(Records from a collection)
* * * * *
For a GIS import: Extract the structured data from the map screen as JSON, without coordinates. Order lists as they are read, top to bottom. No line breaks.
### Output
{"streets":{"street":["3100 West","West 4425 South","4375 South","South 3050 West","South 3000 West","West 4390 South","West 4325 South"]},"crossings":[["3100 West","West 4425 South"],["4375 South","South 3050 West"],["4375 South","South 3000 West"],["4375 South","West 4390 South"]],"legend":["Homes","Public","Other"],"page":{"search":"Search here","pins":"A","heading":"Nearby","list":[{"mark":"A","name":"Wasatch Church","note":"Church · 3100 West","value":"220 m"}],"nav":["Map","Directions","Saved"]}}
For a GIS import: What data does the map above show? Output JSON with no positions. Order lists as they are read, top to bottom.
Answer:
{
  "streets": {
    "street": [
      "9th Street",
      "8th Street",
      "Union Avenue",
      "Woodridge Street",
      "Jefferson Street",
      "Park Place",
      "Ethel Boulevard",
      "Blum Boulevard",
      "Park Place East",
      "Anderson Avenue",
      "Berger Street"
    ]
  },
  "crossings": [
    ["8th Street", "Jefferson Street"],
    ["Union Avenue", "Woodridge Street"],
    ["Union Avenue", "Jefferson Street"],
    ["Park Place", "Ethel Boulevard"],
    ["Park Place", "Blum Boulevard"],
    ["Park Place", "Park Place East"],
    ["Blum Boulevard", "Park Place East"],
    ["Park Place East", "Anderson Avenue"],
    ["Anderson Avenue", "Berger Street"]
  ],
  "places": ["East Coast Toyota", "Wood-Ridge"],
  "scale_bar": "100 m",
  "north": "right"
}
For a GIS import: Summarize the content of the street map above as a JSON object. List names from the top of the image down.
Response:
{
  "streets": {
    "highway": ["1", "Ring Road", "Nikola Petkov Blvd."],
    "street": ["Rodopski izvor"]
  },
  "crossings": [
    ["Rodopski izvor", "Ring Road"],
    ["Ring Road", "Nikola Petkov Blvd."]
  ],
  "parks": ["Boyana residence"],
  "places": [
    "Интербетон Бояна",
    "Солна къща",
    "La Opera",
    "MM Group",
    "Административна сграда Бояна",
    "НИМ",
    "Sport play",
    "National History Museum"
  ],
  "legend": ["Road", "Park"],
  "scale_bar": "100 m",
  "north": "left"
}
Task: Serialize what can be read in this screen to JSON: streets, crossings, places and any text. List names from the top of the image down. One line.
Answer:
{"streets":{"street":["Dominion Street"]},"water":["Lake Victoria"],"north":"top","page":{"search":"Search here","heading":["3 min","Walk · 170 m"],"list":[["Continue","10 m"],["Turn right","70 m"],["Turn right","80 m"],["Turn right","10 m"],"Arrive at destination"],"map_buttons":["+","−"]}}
* * * * *
Please go line by line through the records above, copying each one that holds the string "import".

For a GIS import: Extract the structured data from the map screen as JSON, without coordinates. Order lists as they are read, top to bottom. No line breaks.
For a GIS import: What data does the map above show? Output JSON with no positions. Order lists as they are read, top to bottom.
For a GIS import: Summarize the content of the street map above as a JSON object. List names from the top of the image down.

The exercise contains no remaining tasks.